What to work on → You are to retype all of the data exactly as it appears.

The data →

**********

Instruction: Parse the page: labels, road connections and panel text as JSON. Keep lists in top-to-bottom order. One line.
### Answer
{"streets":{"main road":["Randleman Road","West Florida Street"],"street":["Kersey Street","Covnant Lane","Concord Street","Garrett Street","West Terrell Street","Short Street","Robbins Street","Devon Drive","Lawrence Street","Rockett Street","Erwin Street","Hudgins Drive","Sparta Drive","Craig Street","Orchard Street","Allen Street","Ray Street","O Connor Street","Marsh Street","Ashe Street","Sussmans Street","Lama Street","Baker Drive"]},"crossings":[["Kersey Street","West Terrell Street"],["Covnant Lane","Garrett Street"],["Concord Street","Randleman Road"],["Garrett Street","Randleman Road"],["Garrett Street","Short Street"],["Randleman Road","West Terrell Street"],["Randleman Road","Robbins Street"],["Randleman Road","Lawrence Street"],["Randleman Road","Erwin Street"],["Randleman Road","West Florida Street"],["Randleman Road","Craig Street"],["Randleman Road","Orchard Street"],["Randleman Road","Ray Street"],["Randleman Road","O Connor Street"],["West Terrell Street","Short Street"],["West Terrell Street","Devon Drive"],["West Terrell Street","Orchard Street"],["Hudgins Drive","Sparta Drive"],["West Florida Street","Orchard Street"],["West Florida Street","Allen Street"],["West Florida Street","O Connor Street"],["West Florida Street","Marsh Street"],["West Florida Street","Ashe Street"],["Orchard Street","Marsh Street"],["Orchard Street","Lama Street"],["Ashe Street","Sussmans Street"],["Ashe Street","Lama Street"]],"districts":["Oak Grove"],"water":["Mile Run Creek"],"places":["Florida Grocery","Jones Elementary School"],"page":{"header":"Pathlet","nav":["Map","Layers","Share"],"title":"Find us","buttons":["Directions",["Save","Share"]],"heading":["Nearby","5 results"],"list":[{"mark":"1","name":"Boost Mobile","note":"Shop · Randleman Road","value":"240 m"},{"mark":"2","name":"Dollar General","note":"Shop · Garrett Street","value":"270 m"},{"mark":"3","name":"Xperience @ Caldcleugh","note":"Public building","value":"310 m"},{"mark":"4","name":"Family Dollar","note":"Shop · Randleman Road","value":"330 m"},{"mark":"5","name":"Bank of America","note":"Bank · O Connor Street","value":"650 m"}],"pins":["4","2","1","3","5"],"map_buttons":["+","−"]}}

**********

Result →
Instruction: Parse the page: labels, road connections and panel text as JSON. Keep lists in top-to-bottom order. One line.
### Answer
{"streets":{"main road":["Randleman Road","West Florida Street"],"street":["Kersey Street","Covnant Lane","Concord Street","Garrett Street","West Terrell Street","Short Street","Robbins Street","Devon Drive","Lawrence Street","Rockett Street","Erwin Street","Hudgins Drive","Sparta Drive","Craig Street","Orchard Street","Allen Street","Ray Street","O Connor Street","Marsh Street","Ashe Street","Sussmans Street","Lama Street","Baker Drive"]},"crossings":[["Kersey Street","West Terrell Street"],["Covnant Lane","Garrett Street"],["Concord Street","Randleman Road"],["Garrett Street","Randleman Road"],["Garrett Street","Short Street"],["Randleman Road","West Terrell Street"],["Randleman Road","Robbins Street"],["Randleman Road","Lawrence Street"],["Randleman Road","Erwin Street"],["Randleman Road","West Florida Street"],["Randleman Road","Craig Street"],["Randleman Road","Orchard Street"],["Randleman Road","Ray Street"],["Randleman Road","O Connor Street"],["West Terrell Street","Short Street"],["West Terrell Street","Devon Drive"],["West Terrell Street","Orchard Street"],["Hudgins Drive","Sparta Drive"],["West Florida Street","Orchard Street"],["West Florida Street","Allen Street"],["West Florida Street","O Connor Street"],["West Florida Street","Marsh Street"],["West Florida Street","Ashe Street"],["Orchard Street","Marsh Street"],["Orchard Street","Lama Street"],["Ashe Street","Sussmans Street"],["Ashe Street","Lama Street"]],"districts":["Oak Grove"],"water":["Mile Run Creek"],"places":["Florida Grocery","Jones Elementary School"],"page":{"header":"Pathlet","nav":["Map","Layers","Share"],"title":"Find us","buttons":["Directions",["Save","Share"]],"heading":["Nearby","5 results"],"list":[{"mark":"1","name":"Boost Mobile","note":"Shop · Randleman Road","value":"240 m"},{"mark":"2","name":"Dollar General","note":"Shop · Garrett Street","value":"270 m"},{"mark":"3","name":"Xperience @ Caldcleugh","note":"Public building","value":"310 m"},{"mark":"4","name":"Family Dollar","note":"Shop · Randleman Road","value":"330 m"},{"mark":"5","name":"Bank of America","note":"Bank · O Connor Street","value":"650 m"}],"pins":["4","2","1","3","5"],"map_buttons":["+","−"]}}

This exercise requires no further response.